Wiedmer: To play or not to play beginning to lean toward not

Staff photo / East Hamilton's Cade Meeks catches a touchdown pass ahead of Chattanooga Christian's Damarcus Hinton during the Times Free Press Best of Preps jamboree on Aug. 16, 2019, at Finley Stadium.
Staff photo / East Hamilton's Cade Meeks catches a touchdown pass ahead of Chattanooga Christian's Damarcus Hinton during the Times Free Press Best of Preps jamboree on Aug. 16, 2019, at Finley Stadium.

Maybe we've been going about the coronavirus pandemic thing all wrong. Maybe we should have started out with no expectations. Just operate on the assumption we're basically quarantined until further notice. Period.

Especially when it comes to expecting sports to return.

This isn't to say we shouldn't want sports back in our lives. We may even need it, or think we need it, as a diversion, reprieve, or, let's be honest, sanity saver from everything else we're dealing with at the moment that pretty much stinks like a riled-up skunk.

But with Monday evening's announcement from Gov. Bill Lee that Tennessee's state of emergency declaration will remain until Aug. 29, and Georgia's state of emergency being extended until Aug. 11, the chances of high school football starting on time, if at all, are suddenly as likely as Vanderbilt winning the College Football Playoff.

But it's not just the odds of TSSAA or GHSA football being played this fall that are rising by the minute. According to this newspaper's Jay Greeson in his daily "5-at-10" online column for Tuesday, ESPN baseball expert and Vanderbilt graduate Buster Olney said he thinks there's only a 5% chance baseball starts and 0% chance there's a World Series champ.

(READ MORE: Georgia, Tennessee coaches await expected changes to prep football season due to increase in coronavirus cases)

To that point, Major League Baseball hasn't even gotten a week through its proposed agreement to return to play later this month, and both first baseman Ryan Zimmerman and pitcher Joe Ross of the reigning champion Washington Nationals have already chosen to opt out of the shortened season for, according to a team release "the personal health and safety of themselves and their loved ones."

As for football, three blurbs from earlier this week:

1) The University of Arizona has halted its return of athletes to campus due to the growing number of coronavirus positive tests among those athletes already on campus and a huge swell in statewide cases.

2) NCAA Division III member Grinnell, an Iowa college located 45 miles east of Des Moines, announced Tuesday that it was canceling all its fall semester sports - football, soccer, golf, cross country and volleyball - amid COVID-19 concerns.

3) Kentucky athletic director Mitch Barnhart, when asked Monday about spectators being allowed inside Kroger Field this fall for football, replied, "We're not there yet."

Then there's the NBA, which is supposed to be gathering in Orlando, Florida, next Tuesday to play in some sort of symbolic bubble, hopefully free of COVID-19, in order to crown a champion in October.

Yet with individual teams already reporting multiple positive tests, even NBA commissioner Adam Silver sounded less than certain the proposed season will proceed as planned.

"We are going to see as we go," Silver said during a media appearance Tuesday. "Certainly if cases are isolated, that's one thing. But if we had a lot of cases, we are going to stop. You cannot run from this virus."

We have tried to run from its reality for months now. From President Trump believing the pandemic would be under control by Easter, to various governors lifting stay-at-home sanctions before statistics warranted it, to too many individuals throwing common sense to the wind in bars and on beaches from coast to coast, we have ignored almost every grim warning sign.
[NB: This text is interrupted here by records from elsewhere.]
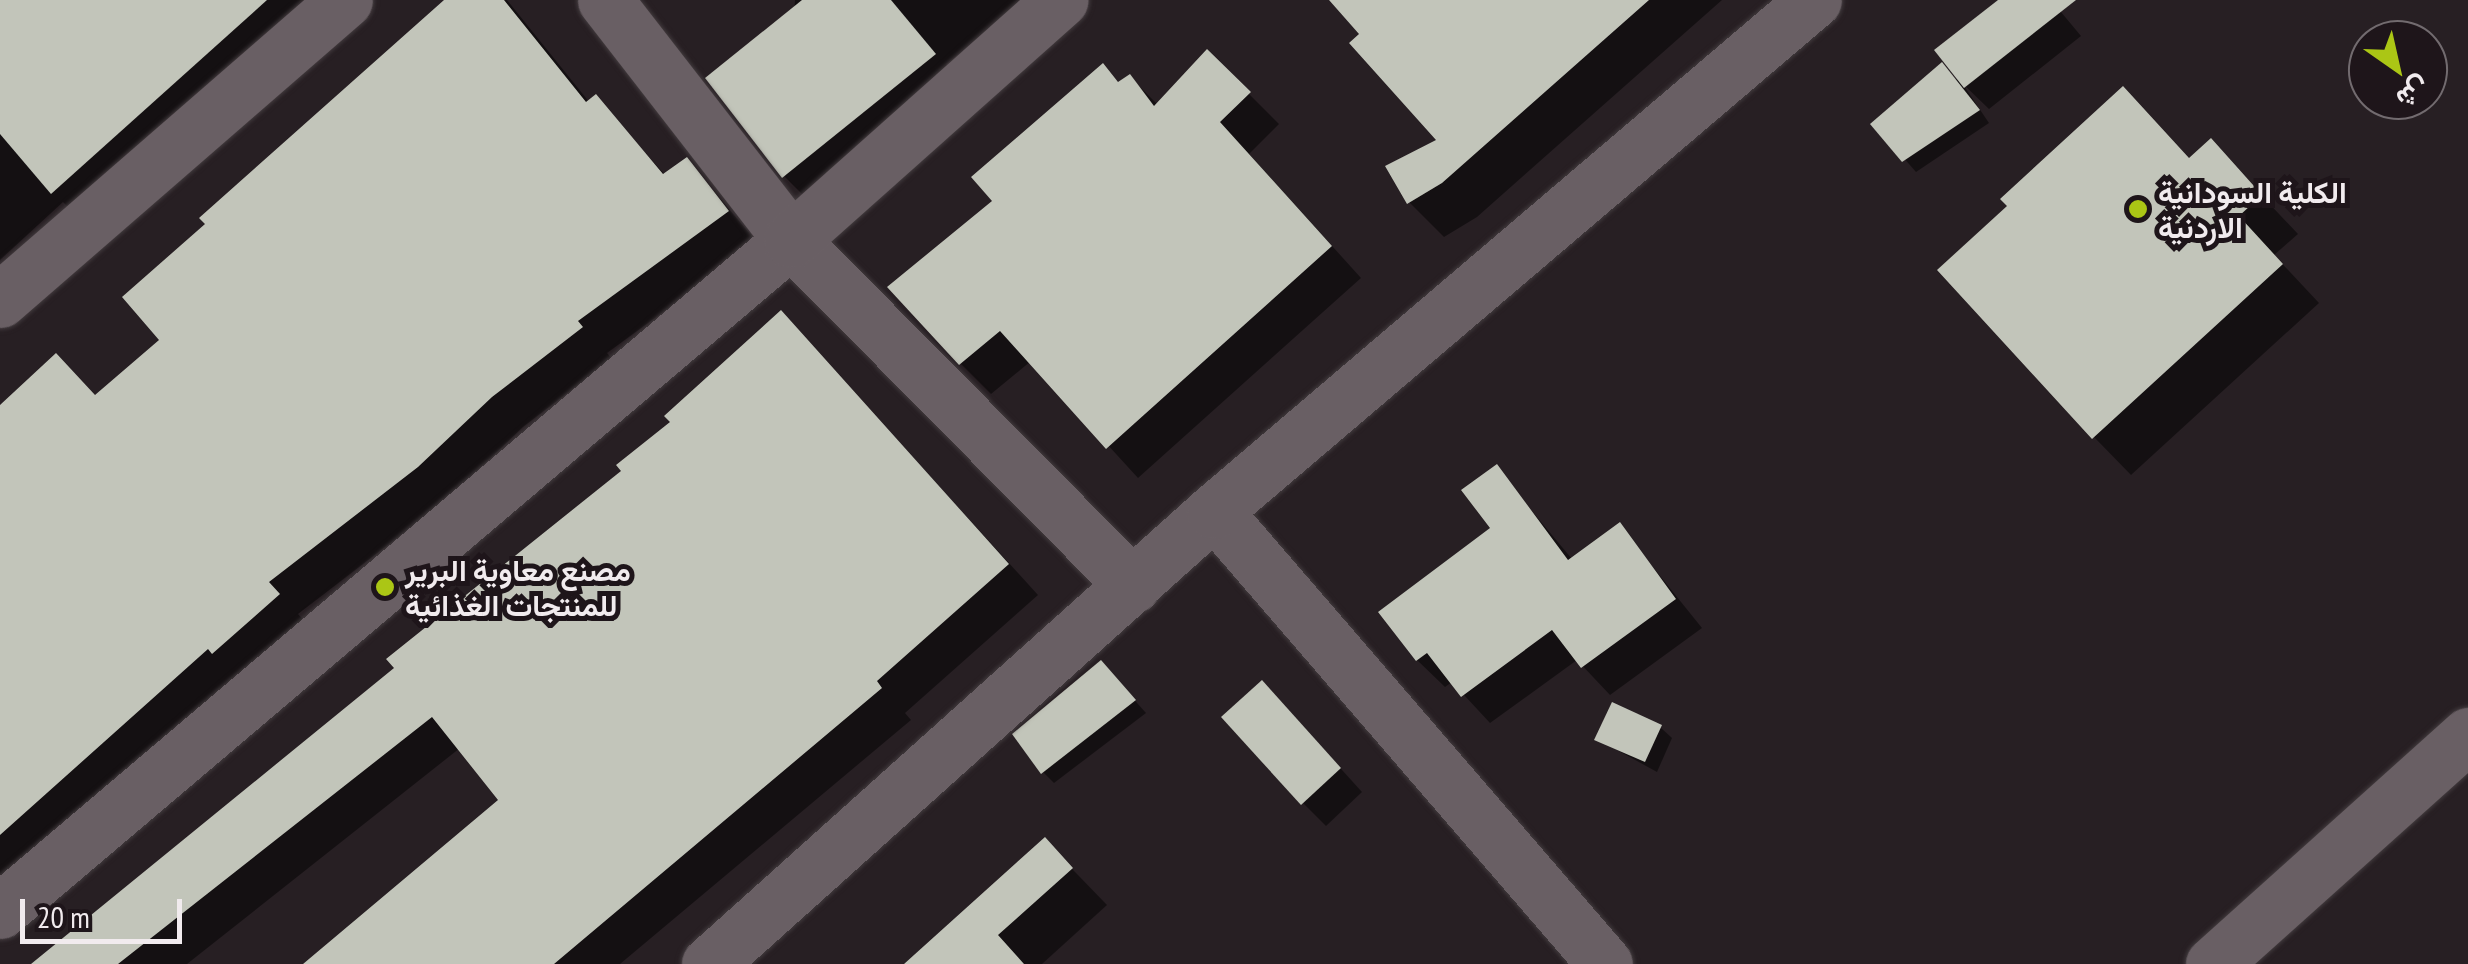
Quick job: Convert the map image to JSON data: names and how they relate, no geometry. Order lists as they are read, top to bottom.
{
  "places": ["الكلية السودانية الاردنية", "مصنع معاوية البرير للمنتجات الغذائية"],
  "scale_bar": "20 m",
  "north": "bottom right"
}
The obvious folly and shame of that mindset is more than 129,000 American dead and nearly 2.7 million Americans infected, which has been criminally higher than it should have been according to a recent Oxford University study of how the United States, South Korea, Germany and others responded to the virus in its earliest days.
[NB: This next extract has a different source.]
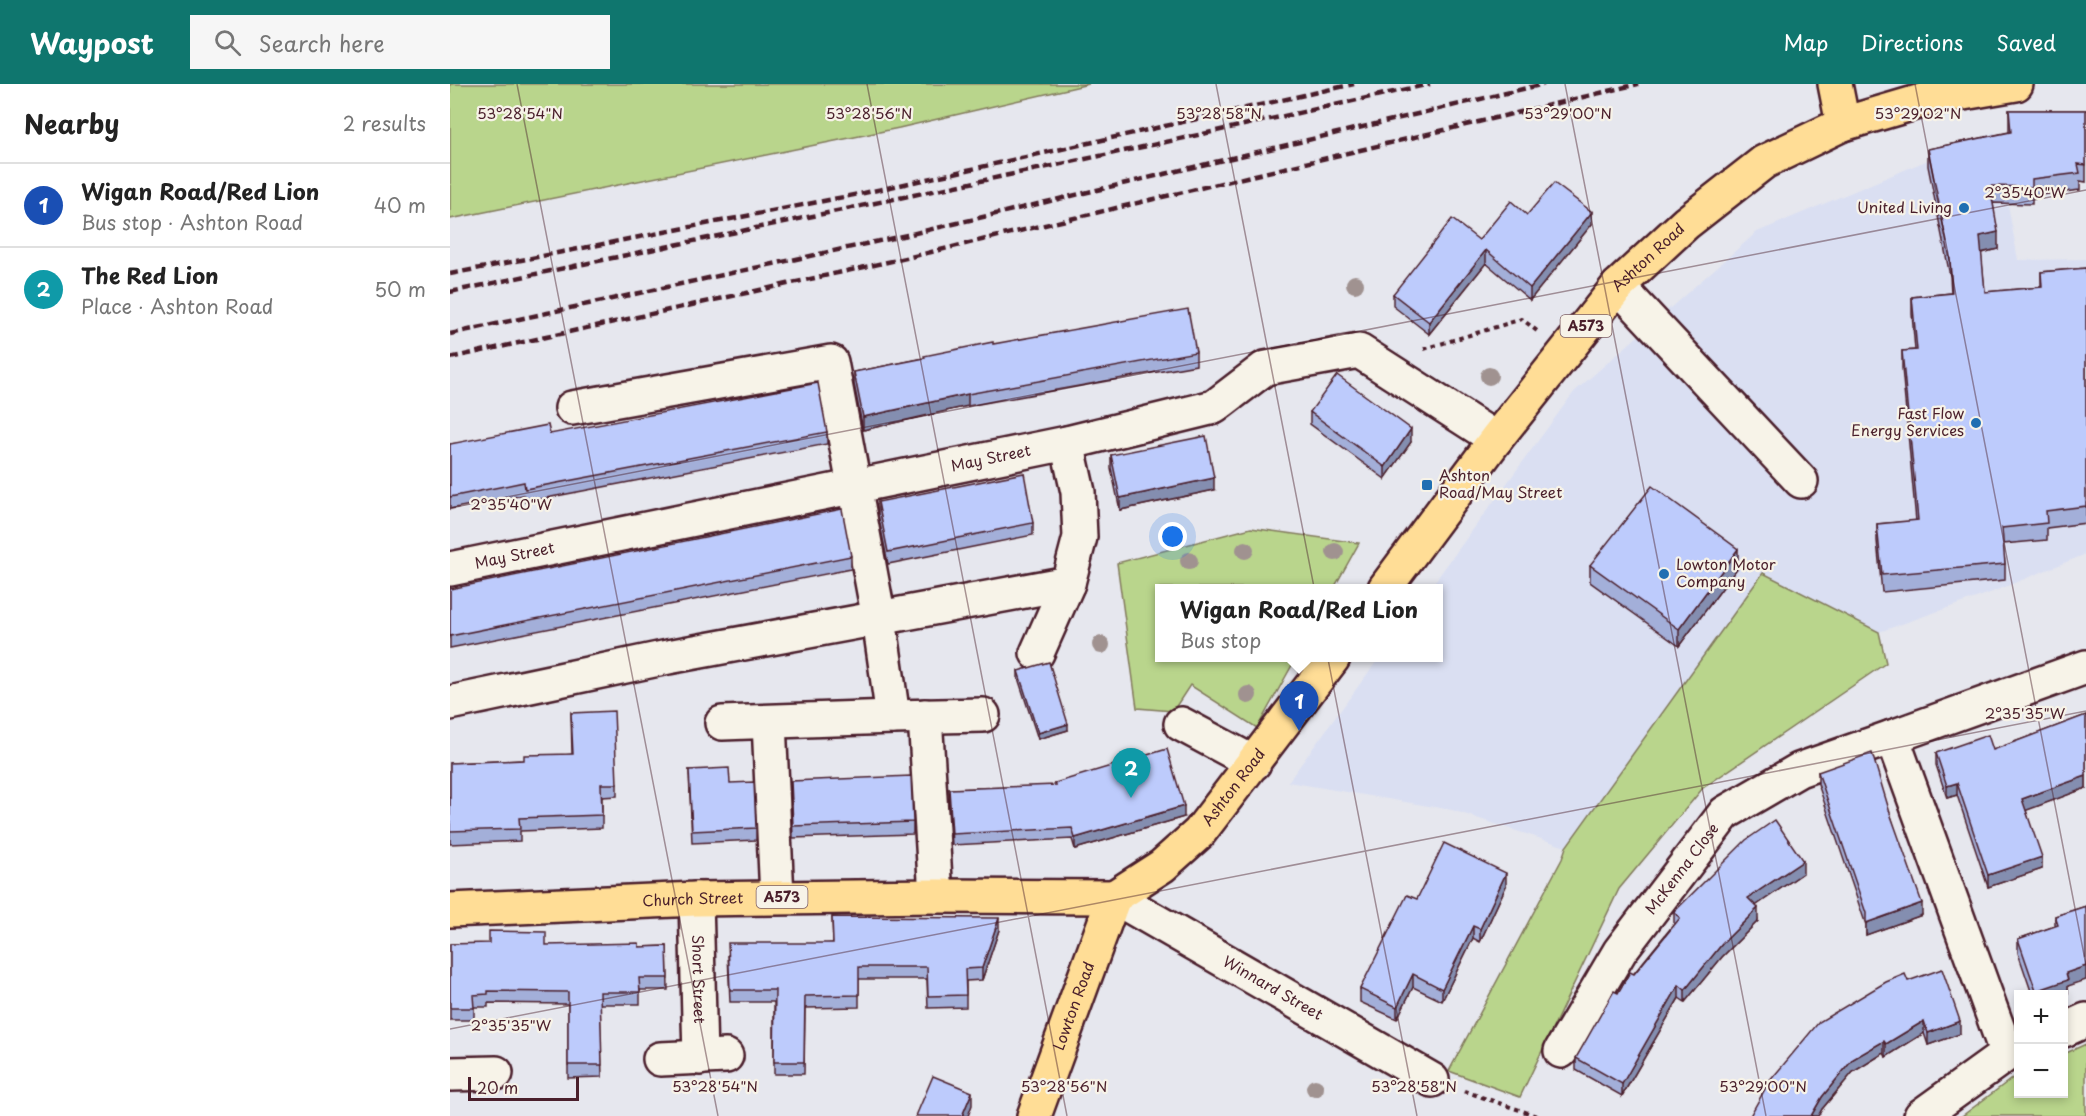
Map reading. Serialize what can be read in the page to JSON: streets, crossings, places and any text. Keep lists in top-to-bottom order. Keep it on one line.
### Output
{"streets":{"main road":["Ashton Road","A573","Church Street","Lowton Road"],"street":["May Street","McKenna Close","Short Street","Winnard Street"]},"crossings":[["Ashton Road","A573"],["Ashton Road","May Street"],["Ashton Road","Church Street"],["Ashton Road","Winnard Street"],["Ashton Road","Lowton Road"],["Church Street","Short Street"],["Church Street","Winnard Street"],["Church Street","Lowton Road"],["Winnard Street","Lowton Road"]],"places":{"other":["United Living","Fast Flow Energy Services","Lowton Motor Company"],"transit":["Ashton Road/May Street"]},"scale_bar":"20 m","page":{"header":"Waypost","search":"Search here","nav":["Map","Directions","Saved"],"heading":["Nearby","2 results"],"list":[{"mark":"1","name":"Wigan Road/Red Lion","note":"Bus stop · Ashton Road","value":"40 m"},{"mark":"2","name":"The Red Lion","note":"Place · Ashton Road","value":"50 m"}],"popup":["Wigan Road/Red Lion","Bus stop"],"pins":["1","2"],"map_buttons":["+","−"],"scale":"20 m"},"coordinates":["53°28'54\"N","53°28'56\"N","53°28'58\"N","53°29'00\"N","53°29'02\"N","2°35'40\"W","2°35'35\"W"]}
Per that study, no less than 70% of our deaths could have been prevented with earlier, stricter, more uniform guidelines for fighting COVID-19.

To be fair, we're human. We all make mistakes. In a country built on freedom of movement and individuality, getting more than 300 million people to pull the rope in the same direction may have always been asking for a major miracle.
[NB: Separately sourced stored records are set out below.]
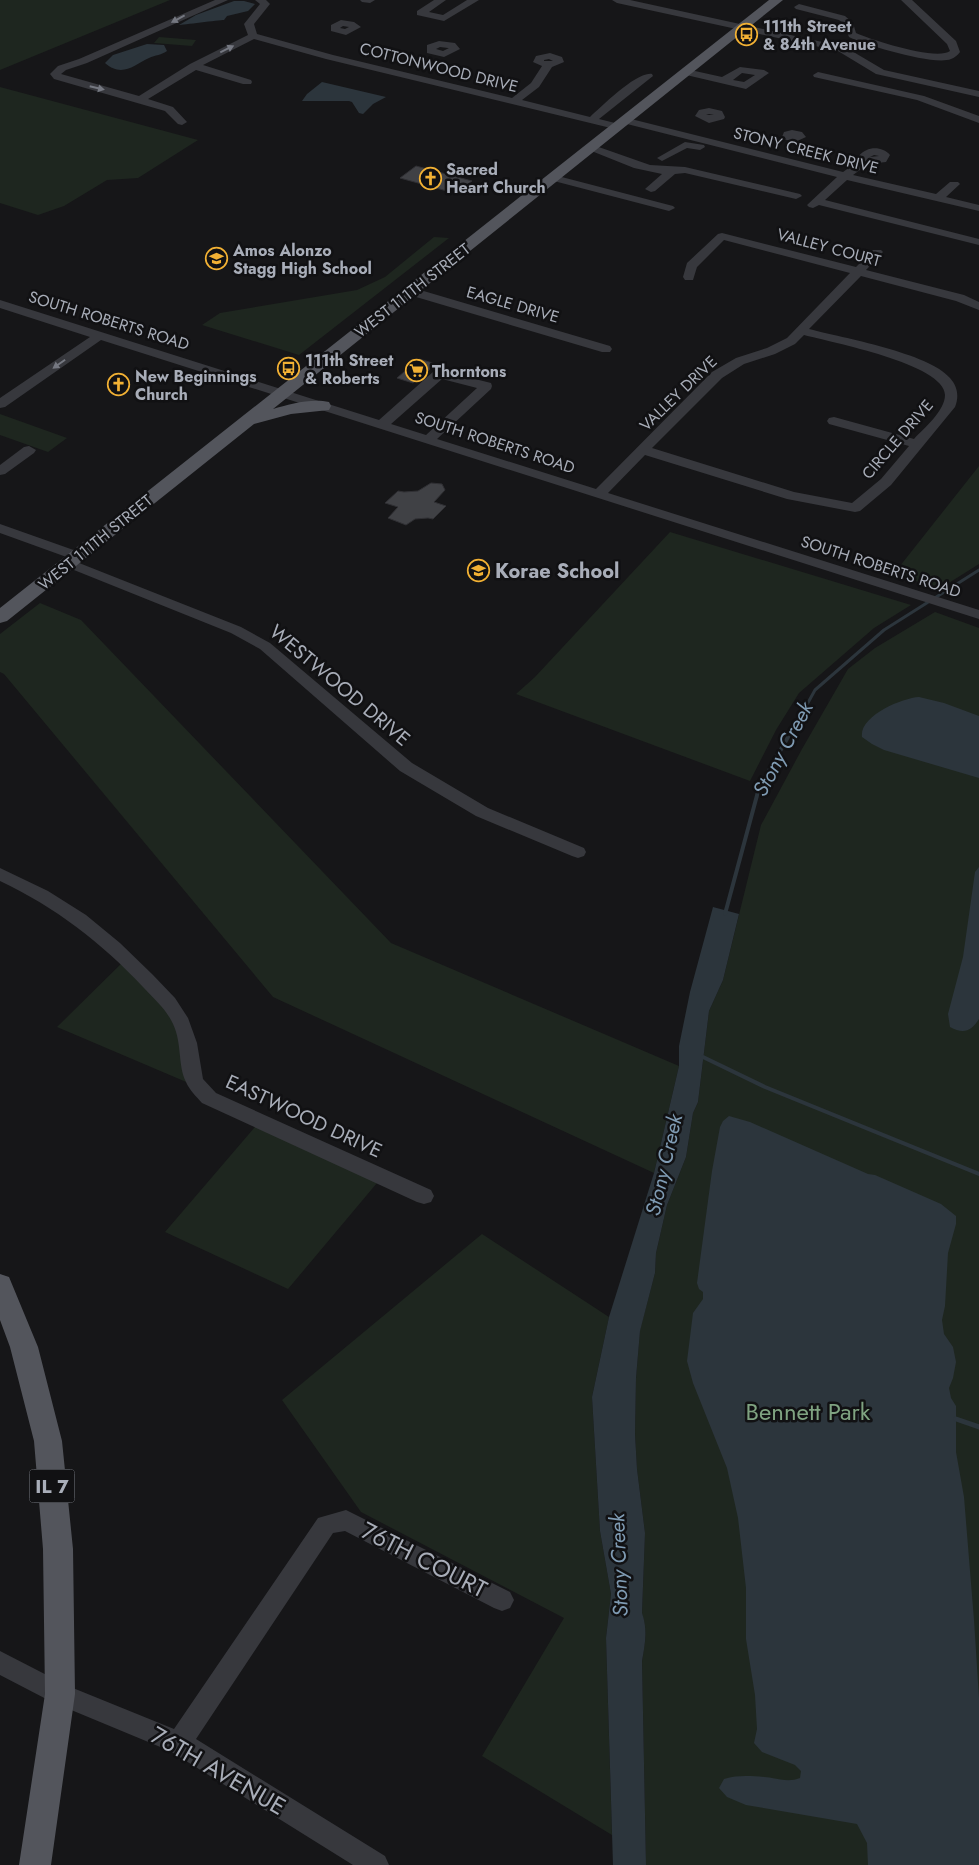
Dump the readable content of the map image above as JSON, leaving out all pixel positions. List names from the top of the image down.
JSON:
{
  "streets": {
    "main road": ["WEST 111TH STREET", "IL 7"],
    "street": [
      "COTTONWOOD DRIVE",
      "STONY CREEK DRIVE",
      "VALLEY COURT",
      "EAGLE DRIVE",
      "SOUTH ROBERTS ROAD",
      "VALLEY DRIVE",
      "CIRCLE DRIVE",
      "WESTWOOD DRIVE",
      "EASTWOOD DRIVE",
      "76TH COURT",
      "76TH AVENUE"
    ]
  },
  "crossings": [
    ["COTTONWOOD DRIVE", "STONY CREEK DRIVE"],
    ["COTTONWOOD DRIVE", "WEST 111TH STREET"],
    ["STONY CREEK DRIVE", "WEST 111TH STREET"],
    ["VALLEY COURT", "VALLEY DRIVE"],
    ["WEST 111TH STREET", "EAGLE DRIVE"],
    ["WEST 111TH STREET", "SOUTH ROBERTS ROAD"],
    ["WEST 111TH STREET", "WESTWOOD DRIVE"],
    ["SOUTH ROBERTS ROAD", "VALLEY DRIVE"],
    ["VALLEY DRIVE", "CIRCLE DRIVE"],
    ["IL 7", "76TH AVENUE"],
    ["76TH COURT", "76TH AVENUE"]
  ],
  "water": ["Stony Creek"],
  "parks": ["Bennett Park"],
  "places": {
    "bus stop": ["111th Street & 84th Avenue", "111th Street & Roberts"],
    "church": ["Sacred Heart Church", "New Beginnings Church"],
    "school or university": ["Amos Alonzo Stagg High School", "Korae School"],
    "supermarket": ["Thorntons"]
  }
}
And given that, plus the growing economic desperation we're all beginning to feel regarding jobs and businesses already lost or currently on the brink, at least some mistakes may be more fairly viewed as financial Hail Marys that came up short.

But as coronavirus cases nationwide continue to rise with the summer heat, it may also be time to face a sobering truth regarding team sports returning to action.

Or as the SEC Network's Paul Finebaum noted this week of those in charge of deciding whether or not to play football this fall: "They refuse to admit that this is an insurmountable challenge."

There may yet be a month to refute that. Though positive tests are soaring, deaths have been in a slow but steady decline since mid-May. But it may also be time for our leaders in government, education and professional sports to more strongly consider Grinnell College's reason for canceling autumn sports.

"We have approached every decision about the coming school year, including this one," it said, "using a public health framework that prioritizes the health and safety of our students, faculty, staff and community."

Isn't it time for the rest of us to do the same?